I am trying to fit a smoothed surface of z
against x
and y
using formula z ~ s(x, y)
with gam
function
in mgcv
package. My goal is to predict response z
based on new values of x
and y
.
In my real situation, z
should be a positive number negative z
would be meaningless. However, the predicted z
s
are sometimes negative.
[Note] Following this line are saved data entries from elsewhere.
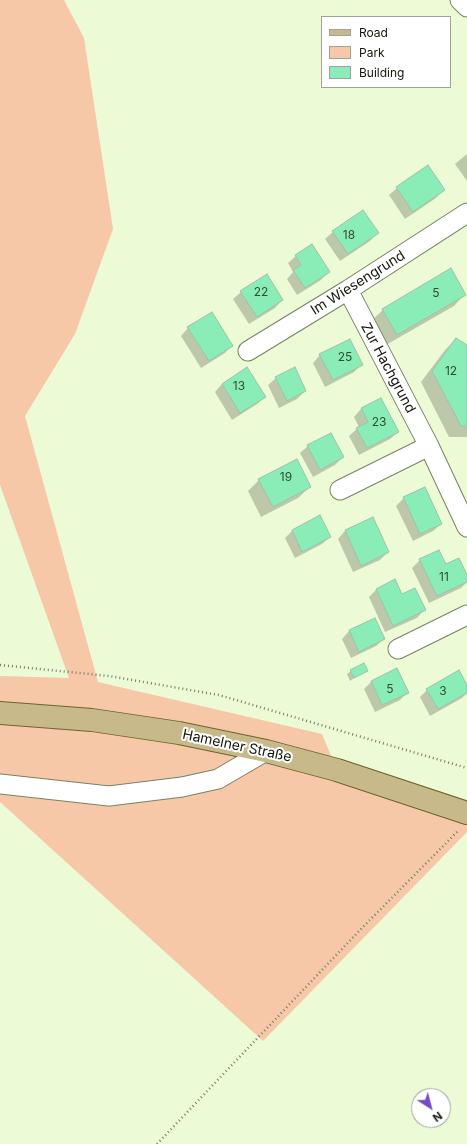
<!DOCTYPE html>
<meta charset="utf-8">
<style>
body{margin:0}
#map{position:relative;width:467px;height:1144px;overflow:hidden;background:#edfad6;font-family:Inter,sans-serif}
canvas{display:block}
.legend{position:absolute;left:321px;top:16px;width:130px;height:72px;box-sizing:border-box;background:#fff;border:1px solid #a0a29d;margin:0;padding:5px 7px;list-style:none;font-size:12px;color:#12170a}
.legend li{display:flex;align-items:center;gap:8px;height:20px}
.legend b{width:20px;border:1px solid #a0a29d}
.north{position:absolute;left:411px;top:1088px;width:40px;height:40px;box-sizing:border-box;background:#fff;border:1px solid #a0a29d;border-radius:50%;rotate:144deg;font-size:11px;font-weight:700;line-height:16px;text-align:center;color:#12170a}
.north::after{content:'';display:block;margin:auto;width:14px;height:18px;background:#744cc5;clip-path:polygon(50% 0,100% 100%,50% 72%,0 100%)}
</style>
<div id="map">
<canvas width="467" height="1144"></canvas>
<ul class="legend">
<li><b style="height:5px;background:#c8b98b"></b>Road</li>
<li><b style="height:11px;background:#f7c8a8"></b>Park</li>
<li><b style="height:11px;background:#8aecb6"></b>Building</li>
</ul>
<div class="north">N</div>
</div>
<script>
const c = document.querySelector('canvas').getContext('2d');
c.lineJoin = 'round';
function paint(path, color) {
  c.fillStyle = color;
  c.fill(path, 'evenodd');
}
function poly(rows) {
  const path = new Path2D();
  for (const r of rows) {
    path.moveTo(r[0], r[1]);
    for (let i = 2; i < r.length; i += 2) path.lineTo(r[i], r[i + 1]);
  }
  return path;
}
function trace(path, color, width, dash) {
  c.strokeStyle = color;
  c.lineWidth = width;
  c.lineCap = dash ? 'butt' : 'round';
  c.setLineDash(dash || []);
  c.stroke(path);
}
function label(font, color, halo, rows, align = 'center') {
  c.font = font + ' Inter,sans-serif';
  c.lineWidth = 4;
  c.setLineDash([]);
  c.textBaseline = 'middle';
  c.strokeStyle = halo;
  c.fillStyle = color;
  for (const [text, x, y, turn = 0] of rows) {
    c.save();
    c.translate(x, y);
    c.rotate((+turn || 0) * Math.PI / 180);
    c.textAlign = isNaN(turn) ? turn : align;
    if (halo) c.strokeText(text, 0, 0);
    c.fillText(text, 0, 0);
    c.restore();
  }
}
const green = poly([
 [0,0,64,0,84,38,113,229,75,334,25,416,98,682,322,734,337,770,467,813,467,832,263,1041,0,802,0,676,69,678,0,485]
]);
const shadow = poly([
 [467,154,467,181,455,164],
 [397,188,443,190,436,198,405,219,389,195],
 [333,232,377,233,370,241,340,261,325,239],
 [296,256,328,272,321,280,297,295,287,279,293,272,288,263],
 [241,292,282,300,275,308,249,324,233,299],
 [465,294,454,306,386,345,371,321,383,310],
 [188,328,232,345,225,353,201,368,181,336],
 [456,339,467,346,467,437,449,437,421,382,445,350],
 [320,355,362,364,354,372,325,387,313,363],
 [247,369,265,397,257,404,232,420,215,392,222,384],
 [276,378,305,391,297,399,279,408,268,385],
 [381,399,398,432,390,439,359,455,349,436,359,427,354,417,361,409],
 [308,446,343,457,335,465,313,477,300,453],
 [259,480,310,487,298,498,261,517,248,491],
 [404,498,441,524,433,531,413,541,396,506],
 [320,516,330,537,322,544,295,558,285,538,292,531],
 [372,519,388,552,380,560,353,572,338,539,345,531],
 [420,560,445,566,467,578,467,582,461,588,429,603,412,568],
 [395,581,401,595,424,610,417,618,385,632,369,597,376,590],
 [374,619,384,639,376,646,351,658,342,639,349,631],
 [367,670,350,681,347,674,351,671],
 [371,682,408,692,400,700,375,712,364,689],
 [467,687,467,693,462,698,430,716,420,697,427,690]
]);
const building = poly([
 [428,165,445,190,413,212,396,187,428,165],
 [363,210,379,233,348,254,332,231,363,210],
 [312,244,330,272,305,288,293,270,301,265,295,255,312,244],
 [451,268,466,295,397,335,382,309,451,268],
 [267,274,283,300,257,317,240,291,267,274],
 [212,312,233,346,209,361,187,327,212,312],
 [456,338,467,345,467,426,461,426,432,371,456,338],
 [350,339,363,365,333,380,319,354,350,339],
 [247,367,266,397,240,413,222,384,247,367],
 [295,367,306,391,287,401,275,377,295,367],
 [381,398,399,432,367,448,356,428,368,422,361,408,381,398],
 [331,433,344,457,320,470,307,445,331,433],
 [297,459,311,487,273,507,258,479,297,459],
 [425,487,442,524,420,534,403,497,425,487],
 [320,515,331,537,302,552,292,530,320,515],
 [373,517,389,552,361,566,345,530,373,517],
 [439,550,446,564,459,558,467,575,467,582,437,596,419,559,439,550],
 [395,579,402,594,415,588,426,610,393,626,376,589,395,579],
 [375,618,385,639,359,652,349,630,375,618],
 [364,663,368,671,354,678,350,670,364,663],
 [397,668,409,693,382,705,371,681,397,668],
 [459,670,467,685,467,693,438,709,426,689,459,670]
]);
const path = poly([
 [0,665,109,676,219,695,467,768],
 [157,1144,360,930,458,831]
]);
const minor = poly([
 [460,0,467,7],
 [348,290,429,446,467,527],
 [248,351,348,290,467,213],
 [340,490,429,446],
 [398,649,467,615],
 [0,784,109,796,182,787,218,779,266,751]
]);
const major = poly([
 [0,713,92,720,179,733,266,751,337,770,467,813]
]);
const numberNames = [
 ["18",349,235],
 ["22",261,292],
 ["5",436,293],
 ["25",345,357],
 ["12",451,371],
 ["13",239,386],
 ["23",379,422],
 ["19",286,477],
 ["11",444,577],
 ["5",390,689],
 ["3",443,691]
];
const streetNames = [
 ["Im Wiesengrund",358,283,-32],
 ["Zur Hachgrund",388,368,62],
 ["Hamelner Straße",237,746,12]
];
paint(green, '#f7c8a8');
paint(shadow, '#0003');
paint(building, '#8aecb6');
trace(building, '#9dc1ab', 1);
trace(minor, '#778363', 21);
trace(major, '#71622b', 24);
trace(path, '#757e66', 2.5, [1, 3]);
trace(minor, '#fff', 19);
trace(major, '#c8b98b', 22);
label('12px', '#304c35', null, numberNames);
label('14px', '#12170a', '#fff', streetNames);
</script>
It seems that for some region, there is not enough points in the training data to estimate z
accurately.
My question is: Is there a way to specifiy a lower bound of z
during smooth in gam
so that later I won't get negative z
s with predict
?
Below is a minimal example that reproduces this issue.
library(mgcv)
x <- seq(0.1, 1, by = 0.01)
y <- seq(0.1, 1, by = 0.01)
dtt <- expand.grid(x = x, y = y)
set.seed(123)
dtt$xp <- dtt$x + rnorm(nrow(dtt)) / 100
dtt$yp <- dtt$y + rnorm(nrow(dtt)) / 100
dtt$z <- 1 / (dtt$xp^2 + dtt$yp^2)
m <- sample.int(nrow(dtt), 3000)
dtt.train <- dtt[m, ]
dtt.test <- dtt[!(1:nrow(dtt) %in% m), ]
fit <- gam(z ~ s(x, y), data = dtt.train)
p <- predict(fit, newdata = dtt.test)
plot(dtt.test$z, p, xlab = 'Real', ylab = 'Predicted', pch = 19, col = 1 + (p < 0))
abline(h = 0, v = 0)
As you can see, for the red points. the real values are positive but the predicted values are negative.